Que ceux qui se disent "amis d’Israël" pour justifier l’impunité et la complaisance sans limites à l’égard de son actuelle classe dirigeante méditent ces paroles du grand écrivain israélien David Grossman : "A l’heure où Israël est gagné par la surenchère nationaliste, nous ferions bien de garder à l’esprit que la dernière opération militaire à Gaza n’est somme toute qu’une nouvelle étape sur une route de feu, de violence et de haine.

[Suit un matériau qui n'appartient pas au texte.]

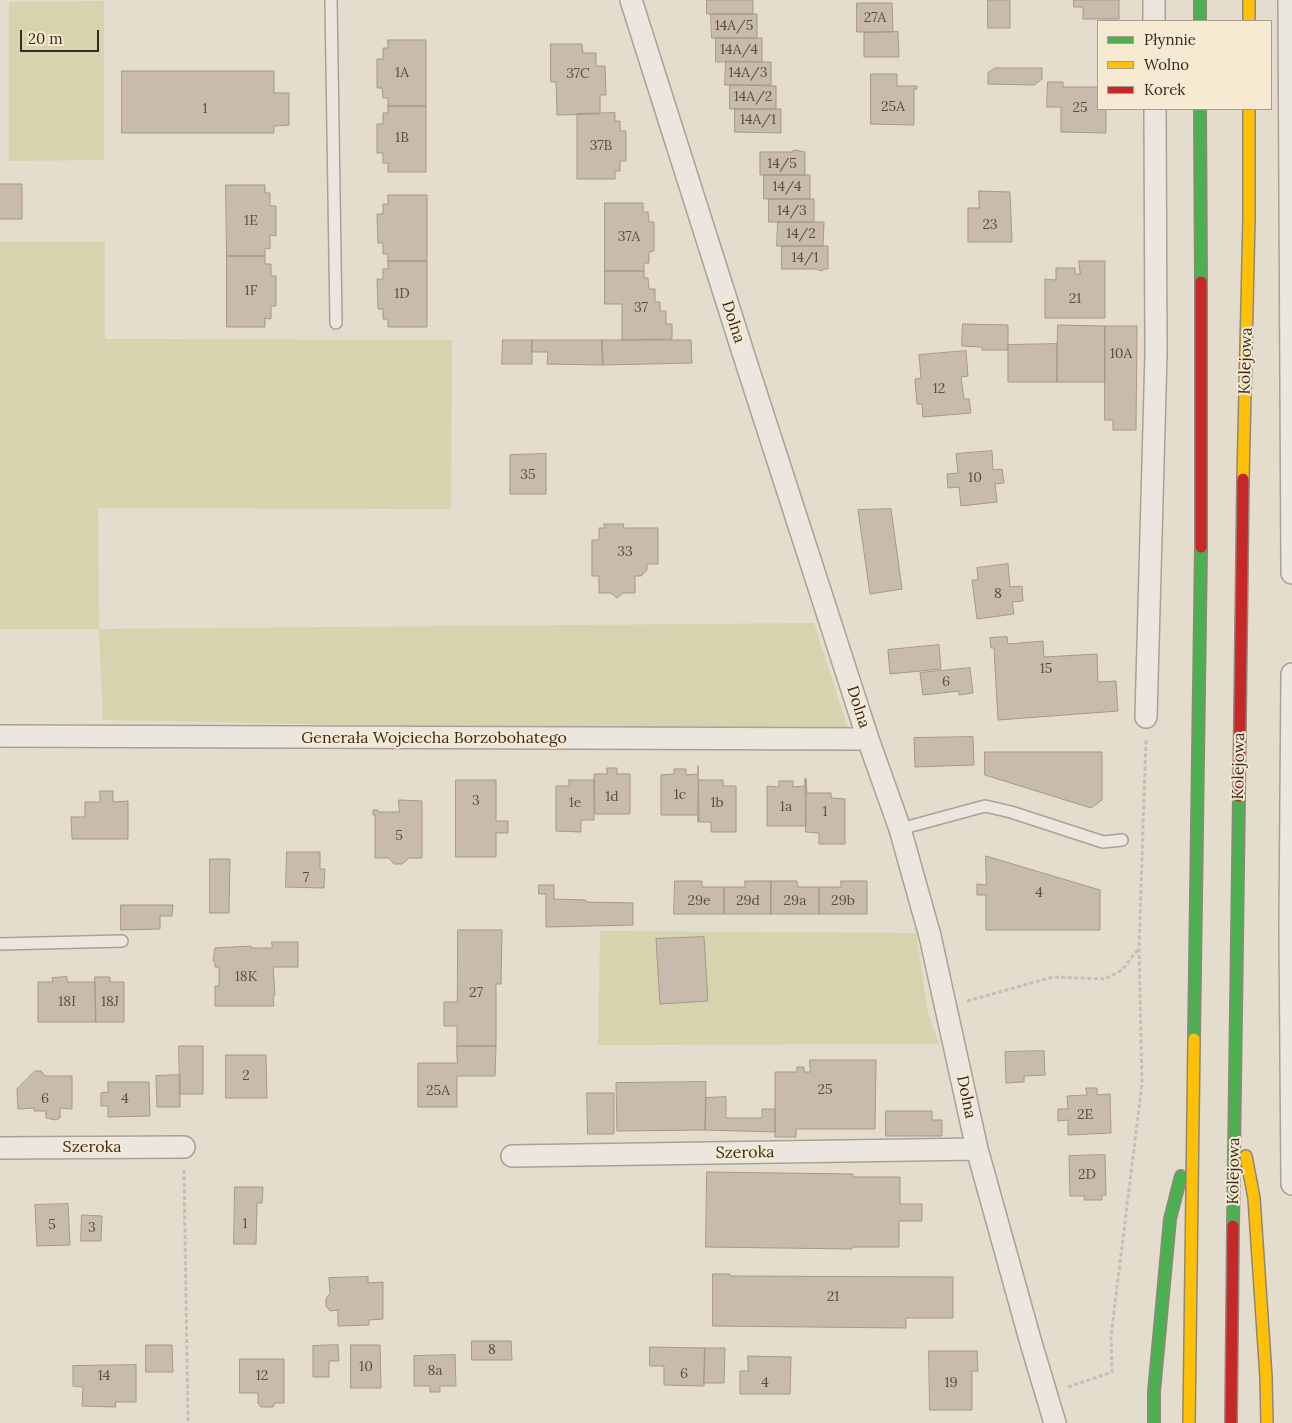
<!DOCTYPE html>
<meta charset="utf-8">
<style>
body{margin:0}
#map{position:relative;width:1292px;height:1423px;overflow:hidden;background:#e4dccc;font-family:Lora,serif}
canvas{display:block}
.legend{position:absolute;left:1097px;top:20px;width:175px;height:90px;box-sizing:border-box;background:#f6ead2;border:1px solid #aa9d8a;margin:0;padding:6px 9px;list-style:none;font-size:15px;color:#39291e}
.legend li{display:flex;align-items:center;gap:10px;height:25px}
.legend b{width:25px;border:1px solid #aa9d8a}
.scale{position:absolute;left:20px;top:30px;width:79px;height:22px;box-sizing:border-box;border:2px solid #39291e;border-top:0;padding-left:6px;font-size:15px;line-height:18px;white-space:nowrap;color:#39291e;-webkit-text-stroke:4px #f6ead2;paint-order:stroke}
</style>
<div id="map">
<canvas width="1292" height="1423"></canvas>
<ul class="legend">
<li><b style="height:6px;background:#4caf50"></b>Płynnie</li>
<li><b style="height:6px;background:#ffc107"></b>Wolno</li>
<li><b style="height:6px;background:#c62828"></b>Korek</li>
</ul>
<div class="scale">20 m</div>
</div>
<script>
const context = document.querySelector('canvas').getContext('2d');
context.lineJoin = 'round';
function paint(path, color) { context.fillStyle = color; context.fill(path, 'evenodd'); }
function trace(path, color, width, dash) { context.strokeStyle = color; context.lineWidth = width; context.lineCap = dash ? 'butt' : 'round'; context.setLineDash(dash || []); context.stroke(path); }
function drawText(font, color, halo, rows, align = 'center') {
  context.font = font + ' Lora,serif'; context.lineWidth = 4; context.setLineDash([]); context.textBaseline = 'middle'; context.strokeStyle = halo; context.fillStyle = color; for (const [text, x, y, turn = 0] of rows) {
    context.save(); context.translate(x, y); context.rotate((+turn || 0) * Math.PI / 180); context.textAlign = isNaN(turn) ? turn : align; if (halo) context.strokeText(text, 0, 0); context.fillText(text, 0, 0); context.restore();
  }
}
const green = new Path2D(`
 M104,1V160L9,161V2Z
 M0,242H105V339L452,340L451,509L98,508L99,629L814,623L849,732L658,731L103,720L99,629H0Z
 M600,931L916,933L928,1013L939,1044L598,1045Z`);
const building = new Path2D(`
 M707,0H753V14H707Z
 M988,0H1010V28H988Z
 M1074,0H1119V19H1083V7H1074Z
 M857,3H892L893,32H857Z
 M711,14H757V38H712Z
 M898,32L899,57H864V33Z
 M716,38H762V62H716Z
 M388,40H426V106H388V98H383L382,88H377V59H383V48H388Z
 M551,44H582L583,53H596V66H605L606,95H600V114L557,115L556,82H551Z
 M726,61L771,62V85H725Z
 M995,68H1042V79L1034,85L988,84V73Z
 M122,71H274V93H289V125L274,126V133H122Z
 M871,74H897V86H917V89H914V125L871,124Z
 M1048,82H1063V87H1098V109H1106V133L1061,132V107H1047Z
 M730,85L776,86V109H730Z
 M388,106H426V172H388V163H383V153H377V124H383V113H388Z
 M735,109H781V133L735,132Z
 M615,113V121H620V131H626V161H620V171H615V179H577V114Z
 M794,150L805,152V175H760V152H792Z
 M764,175H810V199H764Z
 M0,184H22V219H0Z
 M226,185H265V193H270V206H276V236L270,235V249L265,248V256H227Z
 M979,191L1010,192L1012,242H968V208H979Z
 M388,195H427V261H388V254H383V243H378L377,214H383V204H388Z
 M769,199H814V222H769Z
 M605,203H643V212H648L649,222H654V251L649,252V263H644V271H605Z
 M778,222H824L823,246H777Z
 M782,246H828V269H823L822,271L815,269H782Z
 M227,256H265V264H271V276H276V306H271V319L265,318V327H227Z
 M388,261H427V327H388V319H383V309H378L377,279H383V269H388Z
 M1079,261H1105V318H1045V279L1056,280V268H1075V274H1080Z
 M605,271H644V278H648L649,289H655V302H660V311H666V324H672V339L622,340V304H605Z
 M963,324L1008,325V350H982V347L962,346Z
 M1058,325L1105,326V382H1057Z
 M1105,326H1137L1136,430H1113V420H1105Z
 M503,340H532V364H502Z
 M532,340H602L603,365L547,364L548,352H532Z
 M602,340H691L692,363L603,365Z
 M1057,344V382H1008V345Z
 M966,351L968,376L961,377L964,399H969L971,413L923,417L922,404H917L915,379L921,378L919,355Z
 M992,451L993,470L1002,469L1004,483L995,484L997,502L961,506L959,487L948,488L947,474L958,473L956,454Z
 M546,454V494H510V455Z
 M891,509L902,589L870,594L858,510Z
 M604,524H624L623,528H658V564H647V570L641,576H635V593H623L617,598L611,593H599V576H592V540H599V528H605Z
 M1008,564L1010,587L1022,586L1023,601L1012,602L1014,614L977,619L972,580H978L977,568Z
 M1007,637L1008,644L1043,641L1044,657L1097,654L1098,682L1116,681L1118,711L998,720L994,648H991L990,638Z
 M939,645L941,669L890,674L888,650Z
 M970,668L973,693L959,695V691L923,695L920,673Z
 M973,737L974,765L915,767L914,738Z
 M985,752H1102V800L1091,808L985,775Z
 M698,766L699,821L698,815H661V775L674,774V769H686V775L698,774Z
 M607,768H617V774H630V814H595L594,774H607Z
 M805,779L806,826H767V786L779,787V781H793V787L805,786Z
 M806,779L807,793H831V798L845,799V844H819V833L806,832Z
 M456,780H496V821H508V833H496V857H456Z
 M569,780H594V820H581V832L556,831V786H569Z
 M699,780H723V786H736V832H711V822H698Z
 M100,791H113V802L128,801V839H72L71,817H85V802H100Z
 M399,800L422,801V858H409L402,864H394L389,858H375V815H373V810H378V812H399Z
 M287,852H320V869H325L324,888L286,887Z
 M986,856L1100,890V930H986V895H977V884L986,885Z
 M210,859H230L229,913H210Z
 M675,881H702V887H724V914H674Z
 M745,881H771V914H724V887H745Z
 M771,881H797L798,887H819V914H771Z
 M841,881H867V914H819V887H841Z
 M539,885H554V899L586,900V902L633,903V925L546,927V894H539Z
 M121,905H173L172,916H160V929L121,930Z
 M458,930H502L501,984H496V1046H457V1026H444V1002H457Z
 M704,937L708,1001L660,1004L656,939Z
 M272,942H298V967H273L275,995L273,997L274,1006H215V986H219V967H215V963L213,960L215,948L251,946V948H272Z
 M67,977V982H95L96,1022H38V982H53L52,978Z
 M95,977H110V982H124V1022H96Z
 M179,1046H203V1094H180Z
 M457,1046H496L495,1076H457V1107H418V1063H457Z
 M1044,1051L1045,1075L1024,1076V1082L1006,1083L1005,1052Z
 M226,1055H266L267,1098H226Z
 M810,1060H876L875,1129H796V1137H775V1072H797V1067H804V1072H810Z
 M35,1071H41L45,1076H72V1109L60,1108V1118L56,1120L46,1118V1111H34V1108L18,1109L17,1089Z
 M180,1075V1107H157L156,1076Z
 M108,1082H149L150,1116L108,1117V1106H101V1093L108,1092Z
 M706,1082L705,1130L617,1131L616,1083Z
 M1086,1088H1097V1095L1110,1094L1111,1133L1068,1135V1120L1058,1121V1109H1068L1067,1096L1087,1095Z
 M587,1093H614V1134H588Z
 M726,1097V1118H762V1109H775V1132L705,1130L706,1098Z
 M886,1111H932V1120H942V1136H886Z
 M1105,1155L1106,1195H1102V1200H1084L1085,1196H1070L1069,1156Z
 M707,1172L853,1174V1177H900V1204H922V1221H899V1247H852V1249L706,1247Z
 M235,1187H263L262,1203H257L256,1244H234Z
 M68,1204L70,1245L37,1246L35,1205Z
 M82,1215L102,1216L101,1241H81Z
 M713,1274H730V1276L953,1277V1318H906V1328L713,1326Z
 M368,1277V1283L383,1282V1319L369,1320V1325L338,1326V1310L330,1311L326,1306V1298L330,1294L329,1278Z
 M472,1341H511L512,1360H472Z
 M146,1345H172L173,1372H146Z
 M338,1345L339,1361H329V1377H313V1346Z
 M351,1345H380L381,1388H351Z
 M650,1347L705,1348L704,1386L664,1385V1366H650Z
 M705,1348H725L724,1383H704Z
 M929,1351H977L978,1371H972V1410H930Z
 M455,1355L456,1386H440V1392H430V1386H414V1356Z
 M748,1356L791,1357L790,1394H740V1371H748Z
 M240,1359H284V1403H275L273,1407H261L258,1403V1393H240Z
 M136,1365V1402H115L116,1407L82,1406L83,1387L73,1386V1366Z`);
const path = new Path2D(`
 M967,1001L1053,977L1105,979L1122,970L1139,948
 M184,1170L188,1423
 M1068,1387L1112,1372L1111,1336L1142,1084L1139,948L1146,739`);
const lane = new Path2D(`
 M331,0L336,323
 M900,829L985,806L1011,812L1103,842L1122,840
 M0,944L122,941`);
const street = new Path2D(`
 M631,0L747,365L868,739L900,829L930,936L977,1149L1031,1343L1055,1423
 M1154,0V21
 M1289,0L1292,573
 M1292,674L1290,927L1292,1184
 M1146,717L1156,354L1155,109
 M0,736L868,739
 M0,1148L184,1147
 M512,1156L977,1149`);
const fast = new Path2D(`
 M1200,0V21
 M1200,109L1201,282
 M1194,1039L1201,547
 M1233,1226L1239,796
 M1154,1423V1392L1170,1219L1181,1176`);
const slow = new Path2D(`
 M1249,0V21
 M1243,479L1249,218V109
 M1246,1156L1254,1198L1266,1377L1267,1423
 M1189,1423L1194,1039`);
const jam = new Path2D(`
 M1201,547V282
 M1239,796L1243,479
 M1231,1423L1233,1226`);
const numberNames = [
 ["27A",875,18],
 ["14A/5",734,26],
 ["14A/4",739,50],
 ["1A",402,73],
 ["14A/3",748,73],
 ["37C",578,74],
 ["14A/2",753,97],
 ["25A",893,107],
 ["25",1080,108],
 ["1",205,109],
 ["14A/1",758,120],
 ["1B",402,138],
 ["37B",601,146],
 ["14/5",782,164],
 ["14/4",787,187],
 ["14/3",792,211],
 ["1E",251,221],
 ["23",990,225],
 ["14/2",801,234],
 ["37A",629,237],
 ["14/1",805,258],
 ["1F",251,291],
 ["1D",402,294],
 ["21",1075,299],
 ["37",641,308],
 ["10A",1121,354],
 ["12",939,389],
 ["35",528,475],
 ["10",975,478],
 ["33",625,552],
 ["8",998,594],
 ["15",1046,669],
 ["6",946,682],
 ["1c",680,795],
 ["1d",612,797],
 ["3",476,801],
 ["1e",575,803],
 ["1b",717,803],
 ["1a",786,807],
 ["1",825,812],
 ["5",399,836],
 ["7",306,878],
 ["4",1039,893],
 ["29e",699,901],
 ["29d",748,901],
 ["29a",795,901],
 ["29b",843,901],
 ["18K",246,977],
 ["27",476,993],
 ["18I",67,1002],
 ["18J",110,1002],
 ["2",246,1076],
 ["25",825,1090],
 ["25A",438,1091],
 ["6",45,1099],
 ["4",125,1099],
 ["2E",1085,1115],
 ["2D",1087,1175],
 ["1",245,1224],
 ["5",52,1225],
 ["3",92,1228],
 ["21",833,1297],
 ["8",492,1350],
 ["10",366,1367],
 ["8a",435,1371],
 ["6",684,1374],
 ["14",104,1376],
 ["12",262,1376],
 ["4",765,1383],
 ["19",951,1383]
];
const streetNames = [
 ["Dolna",733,322,72],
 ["Kolejowa",1246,361,-88],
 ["Dolna",858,707,72],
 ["Generała Wojciecha Borzobohatego",434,738],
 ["Kolejowa",1239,766,-89],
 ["Dolna",966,1097,78],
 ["Szeroka",92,1147],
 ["Szeroka",745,1153,-1],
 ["Kolejowa",1234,1171,-89]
];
paint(green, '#d5d4ae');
paint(building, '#c8baad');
trace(building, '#a5988b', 1);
trace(lane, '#a9a196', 14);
trace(street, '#a9a196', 24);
trace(fast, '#8f877c', 14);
trace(slow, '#8f877c', 14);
trace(jam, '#8f877c', 14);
trace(path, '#c5beb5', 3, [4, 2.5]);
trace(lane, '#ece7de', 11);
trace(street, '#ece7de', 21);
trace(fast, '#4caf50', 11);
trace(slow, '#ffc107', 11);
trace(jam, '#c62828', 11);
drawText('14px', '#5d4d42', null, numberNames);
drawText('16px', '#39291e', '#f6ead2', streetNames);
</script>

Une route jalonnée tantôt de victoires, tantôt de défaites, mais qui nous conduit immanquablement à la ruine."

Ou bien, qu’ils s’interrogent avec Shlomo Sand, historien israélien de renom : "Nous avons semé la désolation (...) Nous avons fait la preuve que nous n’avons aucune retenue morale (...) Avons-nous renforcé le camp de la paix chez les Palestiniens ? (...) Israël pousse les Palestiniens au désespoir (...) Depuis 20 ans, Arafat et l’autorité palestinienne ont reconnu l’Etat d’Israël sans rien avoir gagné en échange (...) Israël a refusé l’offre de la Ligue arabe en 2002 d’une pleine reconnaissance d’Israël dans les frontières d’avant 1967 (...) Israël ne fera la paix que si l’on fait pression sur sa politique".

 

D’où une question, M. le Haut Représentant, puisque vous n’avez rien dit sur la question du droit international : quelles pressions l’Union est-elle prête à exercer sur Israël - en ce qui concerne tant Gaza que la Cisjordanie, y compris Jérusalem - pour rappeler à ses dirigeants actuels et futurs que l’appartenance à la communauté internationale en général et le partenariat privilégié avec l’Union européenne en particulier ont un prix ; qu’ils ne s’accommodent ni de l’occupation militaire, ni des crimes de guerre, ni d’une politique qui pousse chaque jour un peu plus au divorce entre l’Europe et le monde arabo-musulman.

Je voudrais ne pas avoir, comme Européen, à reporter l’espoir d’un changement de politique au Proche Orient sur le seul locataire de la Maison blanche. Je voudrais encore croire à un sursaut de l’Europe."